Rz. 4

Dem Grundsatz der Vertragsfreiheit in den §§ 241, 305 BGB lässt sich entnehmen, dass die Vertragsparteien ein bestehendes vertragliches Schuldverhältnis durch Vereinbarung eines neuen Vertrages beenden können. Dieser Grundsatz wird auch auf Berufsausbildungsverhältnisse angewendet.[4]

 

Rz. 5

Solange dieser Aufhebungsvertrag zwingende Kündigungsvorschriften nicht umgeht, was der Fall wäre, wenn der Zweck einer unabdingbaren Rechtsnorm dadurch vereitelt wird, dass andere rechtliche Gestaltungsmöglichkeiten missbräuchlich verwendet werden,[5] bleibt er zulässig. Ebenso wie § 626 BGB ist § 22 Abs. 2 Nr. 1 BBiG, nach dem ein Berufsausbildungsverhältnis nach Ablauf der Probezeit, von dem Fall der Berufsaufgabe abgesehen, nur noch aus wichtigem Grund gekündigt werden kann, zwingendes Recht.[6] Insofern darf auch der für die Wirksamkeit einer außerordentlichen Kündigung erforderliche wichtige Grund nicht durch besondere vertragliche Gestaltungen beseitigt oder eingeschränkt und dadurch die dem Ausschluss der ordentlichen Kündigung liegende Schutzvorschrift umgangen werden.
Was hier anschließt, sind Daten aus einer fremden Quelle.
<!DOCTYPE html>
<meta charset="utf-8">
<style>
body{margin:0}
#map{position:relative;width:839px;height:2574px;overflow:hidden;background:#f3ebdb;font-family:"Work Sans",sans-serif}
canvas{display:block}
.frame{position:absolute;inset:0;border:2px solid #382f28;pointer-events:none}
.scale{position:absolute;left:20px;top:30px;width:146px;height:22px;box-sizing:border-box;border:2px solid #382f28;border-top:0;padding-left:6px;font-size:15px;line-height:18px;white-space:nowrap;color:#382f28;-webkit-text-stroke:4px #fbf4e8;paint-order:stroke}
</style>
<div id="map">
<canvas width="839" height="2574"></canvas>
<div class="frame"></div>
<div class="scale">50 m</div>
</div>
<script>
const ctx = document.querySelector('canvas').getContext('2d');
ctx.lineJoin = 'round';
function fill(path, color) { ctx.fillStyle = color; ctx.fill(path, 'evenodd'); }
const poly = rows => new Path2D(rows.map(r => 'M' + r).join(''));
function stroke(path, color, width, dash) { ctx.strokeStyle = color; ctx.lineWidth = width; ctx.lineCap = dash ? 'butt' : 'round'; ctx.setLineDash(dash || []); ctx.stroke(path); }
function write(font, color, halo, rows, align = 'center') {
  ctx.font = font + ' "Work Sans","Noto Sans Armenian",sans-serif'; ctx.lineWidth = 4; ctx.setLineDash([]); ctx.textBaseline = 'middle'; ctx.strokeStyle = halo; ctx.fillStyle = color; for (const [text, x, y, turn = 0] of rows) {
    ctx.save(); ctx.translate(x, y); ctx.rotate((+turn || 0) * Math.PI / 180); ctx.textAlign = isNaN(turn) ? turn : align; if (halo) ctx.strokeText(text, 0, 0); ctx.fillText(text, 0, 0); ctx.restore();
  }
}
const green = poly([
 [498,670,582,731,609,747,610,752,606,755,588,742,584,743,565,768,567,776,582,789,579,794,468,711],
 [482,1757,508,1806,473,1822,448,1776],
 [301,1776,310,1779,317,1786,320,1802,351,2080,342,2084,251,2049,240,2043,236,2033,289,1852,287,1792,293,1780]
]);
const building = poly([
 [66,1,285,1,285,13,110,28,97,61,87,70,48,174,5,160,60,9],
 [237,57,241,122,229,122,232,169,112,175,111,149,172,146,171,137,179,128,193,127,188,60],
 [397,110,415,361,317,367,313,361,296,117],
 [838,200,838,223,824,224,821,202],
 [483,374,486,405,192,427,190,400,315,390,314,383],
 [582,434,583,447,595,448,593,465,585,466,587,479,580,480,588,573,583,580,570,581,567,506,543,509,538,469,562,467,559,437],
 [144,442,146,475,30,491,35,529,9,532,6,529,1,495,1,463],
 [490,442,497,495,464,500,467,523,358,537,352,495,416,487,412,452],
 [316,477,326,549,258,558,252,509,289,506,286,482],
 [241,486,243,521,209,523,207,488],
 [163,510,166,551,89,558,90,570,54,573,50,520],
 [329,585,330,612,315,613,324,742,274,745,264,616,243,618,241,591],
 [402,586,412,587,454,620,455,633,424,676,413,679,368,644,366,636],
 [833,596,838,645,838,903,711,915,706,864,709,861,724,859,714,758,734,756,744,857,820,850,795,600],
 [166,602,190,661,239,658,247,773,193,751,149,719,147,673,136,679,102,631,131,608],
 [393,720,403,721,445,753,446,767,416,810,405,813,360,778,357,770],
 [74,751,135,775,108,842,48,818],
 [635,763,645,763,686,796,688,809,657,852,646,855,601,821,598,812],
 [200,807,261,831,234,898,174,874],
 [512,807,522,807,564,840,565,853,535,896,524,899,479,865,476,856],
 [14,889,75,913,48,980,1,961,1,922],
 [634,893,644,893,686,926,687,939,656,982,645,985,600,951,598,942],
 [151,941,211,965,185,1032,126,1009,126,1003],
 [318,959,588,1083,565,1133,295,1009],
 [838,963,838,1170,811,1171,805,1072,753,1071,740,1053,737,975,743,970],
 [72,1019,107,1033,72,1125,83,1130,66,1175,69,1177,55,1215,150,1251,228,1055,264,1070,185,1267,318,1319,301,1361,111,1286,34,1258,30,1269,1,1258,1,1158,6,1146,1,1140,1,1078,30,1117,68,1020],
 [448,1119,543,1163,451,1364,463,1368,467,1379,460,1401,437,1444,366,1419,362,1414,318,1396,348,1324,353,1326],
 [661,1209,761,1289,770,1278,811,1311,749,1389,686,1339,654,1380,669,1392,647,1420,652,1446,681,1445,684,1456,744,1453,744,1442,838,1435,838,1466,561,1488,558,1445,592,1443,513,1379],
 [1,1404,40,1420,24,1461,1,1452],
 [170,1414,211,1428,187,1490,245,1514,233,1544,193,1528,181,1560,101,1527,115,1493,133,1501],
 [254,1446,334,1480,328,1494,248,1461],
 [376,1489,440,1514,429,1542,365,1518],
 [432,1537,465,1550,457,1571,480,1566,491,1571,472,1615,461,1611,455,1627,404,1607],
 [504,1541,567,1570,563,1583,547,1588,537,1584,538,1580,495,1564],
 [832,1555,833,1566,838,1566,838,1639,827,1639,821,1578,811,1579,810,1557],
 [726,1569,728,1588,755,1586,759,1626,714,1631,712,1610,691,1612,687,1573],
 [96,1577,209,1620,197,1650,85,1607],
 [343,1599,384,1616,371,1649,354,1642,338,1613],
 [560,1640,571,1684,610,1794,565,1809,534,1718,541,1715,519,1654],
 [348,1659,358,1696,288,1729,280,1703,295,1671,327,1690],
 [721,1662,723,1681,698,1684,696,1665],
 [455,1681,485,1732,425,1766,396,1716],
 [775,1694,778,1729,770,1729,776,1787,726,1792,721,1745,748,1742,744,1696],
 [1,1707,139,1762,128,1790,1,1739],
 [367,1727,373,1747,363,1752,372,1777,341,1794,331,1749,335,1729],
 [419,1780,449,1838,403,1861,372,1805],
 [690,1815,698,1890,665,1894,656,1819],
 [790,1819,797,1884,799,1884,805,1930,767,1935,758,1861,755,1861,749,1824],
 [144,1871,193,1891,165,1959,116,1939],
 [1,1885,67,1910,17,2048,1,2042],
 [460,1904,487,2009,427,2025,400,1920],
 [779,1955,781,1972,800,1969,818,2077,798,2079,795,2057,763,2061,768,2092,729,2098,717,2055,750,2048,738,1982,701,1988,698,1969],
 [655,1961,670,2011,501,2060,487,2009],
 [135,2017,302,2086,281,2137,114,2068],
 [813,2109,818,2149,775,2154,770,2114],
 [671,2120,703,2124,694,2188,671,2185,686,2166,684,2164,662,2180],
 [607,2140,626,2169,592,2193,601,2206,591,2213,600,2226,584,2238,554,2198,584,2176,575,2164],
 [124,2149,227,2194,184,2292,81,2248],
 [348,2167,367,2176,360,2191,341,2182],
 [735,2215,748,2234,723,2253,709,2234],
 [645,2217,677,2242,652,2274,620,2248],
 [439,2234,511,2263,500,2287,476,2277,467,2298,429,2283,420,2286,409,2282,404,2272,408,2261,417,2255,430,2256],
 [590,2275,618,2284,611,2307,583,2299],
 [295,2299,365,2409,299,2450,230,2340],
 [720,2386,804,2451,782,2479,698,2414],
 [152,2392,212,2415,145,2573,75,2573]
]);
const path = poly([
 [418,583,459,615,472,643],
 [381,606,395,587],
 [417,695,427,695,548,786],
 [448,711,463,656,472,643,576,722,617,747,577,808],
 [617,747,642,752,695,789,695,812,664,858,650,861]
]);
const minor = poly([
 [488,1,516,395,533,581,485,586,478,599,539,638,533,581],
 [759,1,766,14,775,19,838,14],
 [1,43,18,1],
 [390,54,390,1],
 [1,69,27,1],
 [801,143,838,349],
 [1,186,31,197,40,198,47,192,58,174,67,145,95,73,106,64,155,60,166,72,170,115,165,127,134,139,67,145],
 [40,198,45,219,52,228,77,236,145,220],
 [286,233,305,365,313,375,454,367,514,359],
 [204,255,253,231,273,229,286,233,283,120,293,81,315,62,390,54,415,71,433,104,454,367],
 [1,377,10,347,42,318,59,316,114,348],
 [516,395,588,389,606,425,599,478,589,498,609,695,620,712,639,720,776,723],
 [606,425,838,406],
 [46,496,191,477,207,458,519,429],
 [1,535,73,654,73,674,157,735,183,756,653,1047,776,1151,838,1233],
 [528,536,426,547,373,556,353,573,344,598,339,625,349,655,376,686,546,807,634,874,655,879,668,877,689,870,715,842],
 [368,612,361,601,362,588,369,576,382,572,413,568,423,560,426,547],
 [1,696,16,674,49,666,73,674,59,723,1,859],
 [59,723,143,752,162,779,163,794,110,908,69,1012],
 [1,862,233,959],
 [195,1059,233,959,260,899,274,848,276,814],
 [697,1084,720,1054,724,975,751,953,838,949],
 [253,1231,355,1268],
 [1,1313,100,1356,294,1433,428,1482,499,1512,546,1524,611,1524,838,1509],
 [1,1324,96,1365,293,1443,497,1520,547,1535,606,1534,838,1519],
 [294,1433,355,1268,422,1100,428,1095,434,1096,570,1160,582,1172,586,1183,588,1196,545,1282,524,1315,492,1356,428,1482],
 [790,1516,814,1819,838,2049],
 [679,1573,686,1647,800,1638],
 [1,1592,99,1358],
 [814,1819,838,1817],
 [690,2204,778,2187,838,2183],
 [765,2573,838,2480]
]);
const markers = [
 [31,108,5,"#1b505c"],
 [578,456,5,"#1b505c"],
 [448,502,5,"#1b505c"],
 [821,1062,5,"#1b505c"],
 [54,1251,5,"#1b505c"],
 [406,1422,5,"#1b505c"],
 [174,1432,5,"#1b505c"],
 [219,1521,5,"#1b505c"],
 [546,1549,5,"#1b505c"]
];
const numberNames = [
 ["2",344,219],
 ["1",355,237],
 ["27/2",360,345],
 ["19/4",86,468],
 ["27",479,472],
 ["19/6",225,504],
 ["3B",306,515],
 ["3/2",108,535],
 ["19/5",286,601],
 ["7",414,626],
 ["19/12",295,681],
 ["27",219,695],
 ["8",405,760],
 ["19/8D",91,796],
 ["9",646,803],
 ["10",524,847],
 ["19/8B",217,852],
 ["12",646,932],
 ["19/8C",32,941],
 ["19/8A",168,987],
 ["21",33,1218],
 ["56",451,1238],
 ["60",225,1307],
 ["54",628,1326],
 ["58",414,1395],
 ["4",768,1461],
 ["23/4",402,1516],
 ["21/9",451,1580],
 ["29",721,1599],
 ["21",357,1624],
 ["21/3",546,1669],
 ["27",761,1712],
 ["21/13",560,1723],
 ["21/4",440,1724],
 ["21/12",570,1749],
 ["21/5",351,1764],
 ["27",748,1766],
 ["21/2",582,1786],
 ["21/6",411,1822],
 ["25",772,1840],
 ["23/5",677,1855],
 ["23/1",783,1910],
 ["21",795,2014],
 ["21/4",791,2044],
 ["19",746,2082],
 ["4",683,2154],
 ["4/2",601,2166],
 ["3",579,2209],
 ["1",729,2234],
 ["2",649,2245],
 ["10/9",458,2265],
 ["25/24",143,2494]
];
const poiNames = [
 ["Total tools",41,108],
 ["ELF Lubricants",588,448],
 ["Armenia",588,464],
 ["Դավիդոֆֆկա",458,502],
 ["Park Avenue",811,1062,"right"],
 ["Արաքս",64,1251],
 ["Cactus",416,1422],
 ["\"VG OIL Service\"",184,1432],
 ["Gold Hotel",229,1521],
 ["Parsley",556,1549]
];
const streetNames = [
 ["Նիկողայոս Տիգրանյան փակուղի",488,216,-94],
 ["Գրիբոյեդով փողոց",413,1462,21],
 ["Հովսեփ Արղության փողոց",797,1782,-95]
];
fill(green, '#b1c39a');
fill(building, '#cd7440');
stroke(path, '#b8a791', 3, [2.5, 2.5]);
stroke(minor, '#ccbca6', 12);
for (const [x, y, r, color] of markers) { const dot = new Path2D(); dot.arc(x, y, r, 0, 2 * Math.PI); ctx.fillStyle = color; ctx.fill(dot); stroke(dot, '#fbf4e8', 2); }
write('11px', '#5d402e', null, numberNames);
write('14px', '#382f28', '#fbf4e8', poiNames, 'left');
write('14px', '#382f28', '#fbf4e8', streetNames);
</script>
Dies ist nach Auffassung des BAG dann anzunehmen, wenn das Ausbildungsverhältnis enden soll, sobald das Zeugnis des Auszubildenden in einem Fach die Note "mangelhaft" erreicht.[7]

 

Rz. 6

Da der Aufhebungsvertrag gerade im Ausbildungsverhältnis Rechtsfolgen auslöst, die bisweilen erhebliche Nachteile für den Auszubildenden darstellen, ist umstritten, ob den Arbeitgeber und Ausbilder eine umfassende Hinweis- und Aufklärungspflicht hinsichtlich dieser Nachteile trifft. Das BAG geht hier von einer restriktiven Aufklärungspflicht des Arbeitgebers aus und vertritt die Auffassung, dass sich der Arbeitnehmer vor Abschluss des Aufhebungsvertrages grundsätzlich selbst Klarheit über die rechtlichen Folgen verschaffen müsse, wenn er die Beendigung von diesen Folgen abhängig machen wolle.[8] Hinweispflichten können deshalb nur in engen Grenzen angenommen werden.[9] In der instanzgerichtlichen Rechtsprechung[10] und der Literatur[11] wird demgegenüber die Auffassung vertreten, der Arbeitgeber müsse alles dafür tun, eventuelle Schäden, die dem Arbeitnehmer durch den Abschluss des Aufhebungsvertrages entstehen können, abzuwenden. Insbesondere dann, wenn der Anstoß zum Abschluss des Aufhebungsvertrages vom Ausbilder ausgegangen ist.[12]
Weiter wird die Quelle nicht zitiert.